((This is taken from a dream I had. I blame too many hours spent on Aion. However, while winged, the characters have nothing to do with Aion. I wish I could find pictures of the place that was in my dream, it was beautiful. The front was this big stone castle/palace thing, covered in ivy and vines. The back crumbled and melted away into a forest. I’m expanding on this somewhat, once I get my second computer up and running.))
We were traveling across a dark land, vibrant green with the frequent rain. Everywhere around us were rolling hills and dark forest. And along the road, on my left, came the ruins of a large stone castle. All that was left of it were the walls facing the road. It looked as if it had been grand, in its time. It was huge, though now it was covered in vines and grass. In the centuries since it was last occupied, it hadn’t quite melted back into the landscape. When I saw it, I felt my heart swell with pride and longing.

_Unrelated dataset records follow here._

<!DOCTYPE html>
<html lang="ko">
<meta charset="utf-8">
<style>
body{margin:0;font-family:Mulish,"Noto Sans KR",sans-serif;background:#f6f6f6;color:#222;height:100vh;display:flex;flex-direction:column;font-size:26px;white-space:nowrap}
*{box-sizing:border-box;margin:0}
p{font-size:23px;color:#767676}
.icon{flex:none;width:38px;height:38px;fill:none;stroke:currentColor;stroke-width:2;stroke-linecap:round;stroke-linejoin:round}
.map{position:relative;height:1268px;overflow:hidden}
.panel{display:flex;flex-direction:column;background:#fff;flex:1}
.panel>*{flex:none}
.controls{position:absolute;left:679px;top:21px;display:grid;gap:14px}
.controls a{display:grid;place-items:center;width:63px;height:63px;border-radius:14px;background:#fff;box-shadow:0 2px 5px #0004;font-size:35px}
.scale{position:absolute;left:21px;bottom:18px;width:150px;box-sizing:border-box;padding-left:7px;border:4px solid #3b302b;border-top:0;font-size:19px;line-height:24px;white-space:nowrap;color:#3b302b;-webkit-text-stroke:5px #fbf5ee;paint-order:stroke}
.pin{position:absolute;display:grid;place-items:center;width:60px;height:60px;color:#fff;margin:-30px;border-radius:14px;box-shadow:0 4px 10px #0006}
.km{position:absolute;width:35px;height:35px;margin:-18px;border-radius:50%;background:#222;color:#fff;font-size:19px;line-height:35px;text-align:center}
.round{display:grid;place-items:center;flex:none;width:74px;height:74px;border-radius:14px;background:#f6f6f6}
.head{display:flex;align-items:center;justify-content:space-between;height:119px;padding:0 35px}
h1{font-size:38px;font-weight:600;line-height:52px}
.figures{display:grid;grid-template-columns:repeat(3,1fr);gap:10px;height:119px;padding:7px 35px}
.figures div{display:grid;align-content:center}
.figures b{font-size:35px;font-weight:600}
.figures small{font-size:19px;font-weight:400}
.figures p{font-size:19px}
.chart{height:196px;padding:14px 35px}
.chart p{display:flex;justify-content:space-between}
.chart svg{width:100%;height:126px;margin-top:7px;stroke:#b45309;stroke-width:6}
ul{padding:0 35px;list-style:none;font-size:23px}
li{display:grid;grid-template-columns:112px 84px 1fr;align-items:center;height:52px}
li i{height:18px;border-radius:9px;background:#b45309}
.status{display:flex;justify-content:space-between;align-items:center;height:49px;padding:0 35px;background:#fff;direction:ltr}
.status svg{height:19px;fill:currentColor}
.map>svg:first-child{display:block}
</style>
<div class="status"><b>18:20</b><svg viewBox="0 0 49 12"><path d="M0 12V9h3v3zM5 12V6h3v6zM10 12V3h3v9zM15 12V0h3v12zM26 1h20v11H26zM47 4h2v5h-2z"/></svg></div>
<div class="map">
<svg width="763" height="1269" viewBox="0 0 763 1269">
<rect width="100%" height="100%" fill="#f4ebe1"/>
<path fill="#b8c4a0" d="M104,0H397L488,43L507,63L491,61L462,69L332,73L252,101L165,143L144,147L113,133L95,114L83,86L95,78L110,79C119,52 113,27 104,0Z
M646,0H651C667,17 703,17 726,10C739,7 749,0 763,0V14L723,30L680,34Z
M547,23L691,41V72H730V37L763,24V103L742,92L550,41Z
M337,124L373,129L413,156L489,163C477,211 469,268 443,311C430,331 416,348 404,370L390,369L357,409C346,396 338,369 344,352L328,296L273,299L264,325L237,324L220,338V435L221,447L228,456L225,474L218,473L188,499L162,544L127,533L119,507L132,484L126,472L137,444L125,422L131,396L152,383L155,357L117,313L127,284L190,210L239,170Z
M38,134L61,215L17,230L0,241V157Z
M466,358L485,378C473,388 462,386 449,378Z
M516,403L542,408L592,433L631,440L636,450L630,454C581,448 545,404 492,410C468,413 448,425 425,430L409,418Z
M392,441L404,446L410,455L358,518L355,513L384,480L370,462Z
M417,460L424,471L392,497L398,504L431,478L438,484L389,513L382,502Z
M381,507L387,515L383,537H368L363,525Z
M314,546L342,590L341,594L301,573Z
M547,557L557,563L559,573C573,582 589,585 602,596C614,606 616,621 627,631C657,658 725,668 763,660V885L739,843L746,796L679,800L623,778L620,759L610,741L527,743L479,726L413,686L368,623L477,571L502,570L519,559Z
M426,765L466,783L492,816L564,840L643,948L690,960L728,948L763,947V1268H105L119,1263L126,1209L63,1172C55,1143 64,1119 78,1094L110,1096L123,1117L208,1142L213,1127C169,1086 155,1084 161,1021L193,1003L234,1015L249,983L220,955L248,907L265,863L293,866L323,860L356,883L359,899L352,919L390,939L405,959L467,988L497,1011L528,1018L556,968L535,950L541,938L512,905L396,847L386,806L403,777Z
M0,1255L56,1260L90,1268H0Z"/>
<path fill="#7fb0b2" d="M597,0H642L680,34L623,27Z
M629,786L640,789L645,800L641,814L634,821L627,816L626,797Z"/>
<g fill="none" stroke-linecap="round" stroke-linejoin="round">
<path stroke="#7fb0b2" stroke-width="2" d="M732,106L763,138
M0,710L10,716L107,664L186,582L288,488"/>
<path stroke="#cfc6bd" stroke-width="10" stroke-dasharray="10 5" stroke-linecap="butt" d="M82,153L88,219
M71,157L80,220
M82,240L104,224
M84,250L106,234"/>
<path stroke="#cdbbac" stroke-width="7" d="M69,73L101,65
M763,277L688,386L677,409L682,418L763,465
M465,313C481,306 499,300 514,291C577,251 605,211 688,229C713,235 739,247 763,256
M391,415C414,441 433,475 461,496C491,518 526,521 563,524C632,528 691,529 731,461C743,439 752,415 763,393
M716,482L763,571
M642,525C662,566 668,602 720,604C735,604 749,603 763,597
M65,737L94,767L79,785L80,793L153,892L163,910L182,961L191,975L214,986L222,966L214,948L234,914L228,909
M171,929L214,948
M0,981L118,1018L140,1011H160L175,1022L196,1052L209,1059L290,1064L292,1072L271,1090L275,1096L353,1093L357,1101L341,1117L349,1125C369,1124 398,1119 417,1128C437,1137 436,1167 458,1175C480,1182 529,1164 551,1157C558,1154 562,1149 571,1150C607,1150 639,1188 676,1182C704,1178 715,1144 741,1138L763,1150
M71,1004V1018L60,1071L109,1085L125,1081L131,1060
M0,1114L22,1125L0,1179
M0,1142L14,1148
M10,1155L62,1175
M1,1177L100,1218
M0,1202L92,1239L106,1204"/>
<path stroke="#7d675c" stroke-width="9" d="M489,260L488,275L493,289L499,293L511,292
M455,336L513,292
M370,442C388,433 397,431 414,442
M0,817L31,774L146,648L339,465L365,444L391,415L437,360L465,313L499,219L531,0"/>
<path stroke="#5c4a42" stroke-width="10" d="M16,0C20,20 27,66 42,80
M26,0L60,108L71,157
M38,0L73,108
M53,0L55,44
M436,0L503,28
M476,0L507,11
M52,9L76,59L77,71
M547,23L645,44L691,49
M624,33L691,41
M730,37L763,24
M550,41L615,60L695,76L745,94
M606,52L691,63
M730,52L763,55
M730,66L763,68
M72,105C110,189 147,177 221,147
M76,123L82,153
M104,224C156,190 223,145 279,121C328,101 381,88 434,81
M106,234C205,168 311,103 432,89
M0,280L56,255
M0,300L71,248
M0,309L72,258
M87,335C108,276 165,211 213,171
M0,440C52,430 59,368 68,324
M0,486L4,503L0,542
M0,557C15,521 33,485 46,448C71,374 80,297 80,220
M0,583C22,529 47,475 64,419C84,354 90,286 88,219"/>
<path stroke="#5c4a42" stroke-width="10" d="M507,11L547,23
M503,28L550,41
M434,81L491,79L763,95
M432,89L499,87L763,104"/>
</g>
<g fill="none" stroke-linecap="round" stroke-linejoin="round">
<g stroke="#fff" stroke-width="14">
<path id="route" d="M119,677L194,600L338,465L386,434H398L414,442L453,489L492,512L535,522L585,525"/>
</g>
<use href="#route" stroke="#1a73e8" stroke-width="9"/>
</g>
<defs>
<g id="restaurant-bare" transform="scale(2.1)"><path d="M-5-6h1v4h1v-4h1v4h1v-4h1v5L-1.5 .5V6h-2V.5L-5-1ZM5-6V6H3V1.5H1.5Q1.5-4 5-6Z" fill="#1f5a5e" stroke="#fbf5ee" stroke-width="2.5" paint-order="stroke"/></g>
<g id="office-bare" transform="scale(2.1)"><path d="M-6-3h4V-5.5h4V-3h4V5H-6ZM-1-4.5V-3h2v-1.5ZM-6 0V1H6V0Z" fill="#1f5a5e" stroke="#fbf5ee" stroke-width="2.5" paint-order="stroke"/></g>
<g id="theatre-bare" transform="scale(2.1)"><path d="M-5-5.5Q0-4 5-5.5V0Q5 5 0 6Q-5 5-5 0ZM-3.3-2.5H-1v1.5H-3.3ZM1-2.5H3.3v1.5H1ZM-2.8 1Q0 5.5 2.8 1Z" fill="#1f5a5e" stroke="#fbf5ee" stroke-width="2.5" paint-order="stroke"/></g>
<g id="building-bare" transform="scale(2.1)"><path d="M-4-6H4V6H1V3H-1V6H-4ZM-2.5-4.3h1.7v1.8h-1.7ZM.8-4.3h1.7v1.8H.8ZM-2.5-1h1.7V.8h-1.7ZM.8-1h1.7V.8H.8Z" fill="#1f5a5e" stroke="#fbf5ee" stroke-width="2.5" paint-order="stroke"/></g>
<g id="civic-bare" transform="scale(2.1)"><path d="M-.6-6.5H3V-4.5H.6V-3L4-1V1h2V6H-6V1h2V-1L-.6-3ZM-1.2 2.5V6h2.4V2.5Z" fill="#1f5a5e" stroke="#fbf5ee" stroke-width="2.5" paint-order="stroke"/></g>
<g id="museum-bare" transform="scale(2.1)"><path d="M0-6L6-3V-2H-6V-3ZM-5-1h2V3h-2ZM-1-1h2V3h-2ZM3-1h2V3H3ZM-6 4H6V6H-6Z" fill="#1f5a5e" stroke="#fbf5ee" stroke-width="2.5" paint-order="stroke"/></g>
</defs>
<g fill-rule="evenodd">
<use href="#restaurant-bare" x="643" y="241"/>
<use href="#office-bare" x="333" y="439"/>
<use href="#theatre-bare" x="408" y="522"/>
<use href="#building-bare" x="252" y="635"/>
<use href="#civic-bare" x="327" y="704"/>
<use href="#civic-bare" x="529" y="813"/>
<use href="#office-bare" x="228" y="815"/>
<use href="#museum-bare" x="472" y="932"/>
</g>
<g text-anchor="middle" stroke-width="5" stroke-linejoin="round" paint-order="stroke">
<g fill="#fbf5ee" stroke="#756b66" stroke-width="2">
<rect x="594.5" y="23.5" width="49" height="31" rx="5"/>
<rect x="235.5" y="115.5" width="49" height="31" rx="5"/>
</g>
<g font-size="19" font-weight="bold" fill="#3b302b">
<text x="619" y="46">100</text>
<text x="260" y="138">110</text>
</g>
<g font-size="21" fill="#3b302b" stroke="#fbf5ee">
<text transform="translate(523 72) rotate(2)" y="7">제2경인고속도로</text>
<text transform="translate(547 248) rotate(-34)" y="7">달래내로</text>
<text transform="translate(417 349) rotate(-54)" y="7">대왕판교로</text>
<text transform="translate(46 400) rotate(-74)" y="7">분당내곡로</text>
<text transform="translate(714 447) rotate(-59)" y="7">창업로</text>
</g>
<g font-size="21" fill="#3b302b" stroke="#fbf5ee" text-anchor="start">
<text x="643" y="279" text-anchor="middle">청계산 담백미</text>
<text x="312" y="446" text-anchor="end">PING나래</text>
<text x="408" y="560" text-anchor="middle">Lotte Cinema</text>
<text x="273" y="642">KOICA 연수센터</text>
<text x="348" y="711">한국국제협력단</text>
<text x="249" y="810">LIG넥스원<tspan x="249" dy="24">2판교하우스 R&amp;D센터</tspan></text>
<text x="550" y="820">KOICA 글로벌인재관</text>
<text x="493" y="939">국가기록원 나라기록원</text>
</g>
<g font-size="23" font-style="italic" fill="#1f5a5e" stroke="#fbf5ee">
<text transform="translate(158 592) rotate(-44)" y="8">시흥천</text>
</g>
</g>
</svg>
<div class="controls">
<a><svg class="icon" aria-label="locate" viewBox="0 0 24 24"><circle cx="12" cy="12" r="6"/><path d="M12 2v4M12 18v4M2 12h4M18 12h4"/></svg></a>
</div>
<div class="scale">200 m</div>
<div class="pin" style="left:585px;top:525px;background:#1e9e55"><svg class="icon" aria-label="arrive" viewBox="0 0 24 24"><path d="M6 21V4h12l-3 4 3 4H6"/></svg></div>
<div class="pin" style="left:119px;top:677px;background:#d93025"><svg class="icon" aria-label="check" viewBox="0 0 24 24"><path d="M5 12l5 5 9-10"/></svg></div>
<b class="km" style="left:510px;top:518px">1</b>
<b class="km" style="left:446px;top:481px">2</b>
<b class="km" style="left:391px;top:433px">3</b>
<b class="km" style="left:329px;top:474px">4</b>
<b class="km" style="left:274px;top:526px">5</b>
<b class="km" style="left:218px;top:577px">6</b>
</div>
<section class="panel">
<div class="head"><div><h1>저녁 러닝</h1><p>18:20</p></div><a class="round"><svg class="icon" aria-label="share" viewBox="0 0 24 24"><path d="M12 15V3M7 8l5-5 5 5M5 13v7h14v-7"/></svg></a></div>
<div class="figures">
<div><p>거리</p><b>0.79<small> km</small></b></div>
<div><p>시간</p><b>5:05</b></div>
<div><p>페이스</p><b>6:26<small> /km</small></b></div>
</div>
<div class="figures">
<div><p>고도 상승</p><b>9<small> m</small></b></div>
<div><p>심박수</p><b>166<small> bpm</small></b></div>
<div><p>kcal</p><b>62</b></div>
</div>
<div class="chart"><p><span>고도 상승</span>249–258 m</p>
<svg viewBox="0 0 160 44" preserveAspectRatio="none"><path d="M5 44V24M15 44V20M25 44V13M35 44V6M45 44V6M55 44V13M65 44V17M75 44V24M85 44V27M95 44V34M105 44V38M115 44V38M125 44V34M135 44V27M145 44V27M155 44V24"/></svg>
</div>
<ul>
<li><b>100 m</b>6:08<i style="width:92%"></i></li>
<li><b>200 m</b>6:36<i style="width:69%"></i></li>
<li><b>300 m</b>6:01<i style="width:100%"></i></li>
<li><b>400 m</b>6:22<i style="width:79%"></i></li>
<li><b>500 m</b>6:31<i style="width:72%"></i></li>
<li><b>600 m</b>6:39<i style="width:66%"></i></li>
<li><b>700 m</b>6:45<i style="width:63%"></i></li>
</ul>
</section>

We saw the lights in the ruins, heard the echoes of the intruders’ voices, and I took to the skies as our car carried on, through the entrance of the castle. Down I swooped. We had been taught, centuries ago, that the best way to cause mayhem and fear in the masses was to attack from the air, and I relished the wind flowing through my feathers as I fell towards an unsuspecting intruder.
They didn’t stay unsuspecting for long. I drug the first one up with me, screaming, then let him fall back to the earth. He hit with a wet thud. The others screamed. Oddly, none drew weapons, but the bloodlust was upon me, and I swooped after a second one, using my claws to rake her neck so I could drink some of her blood as we ascended. I heard growling and snapping from below as my driver returned to his natural form and leaped into the fray.
It didn’t take long before we, my brother, my driver and I, stood before the last two survivors of the archeological party sent to study my old home.
“It only takes one to sow chaos, my lord.” The large mastiff’s jaws didn’t move, he didn’t didn’t speak out loud, but in my head. I nodded at my driver.
“True, but which one?” I sifted through their memories, startled at the passage of time since my last wakening. “The heiress or the assistant?”
“The assistant, most definitely. Too many people might listen to the heiress.” My brother grinned, and he looked as gruesome as I, covered in the blood of the archeologists.
I nodded. “Very well, quickly,” and I gestured for him to do the deed.
I did, after all, have a town to visit soon.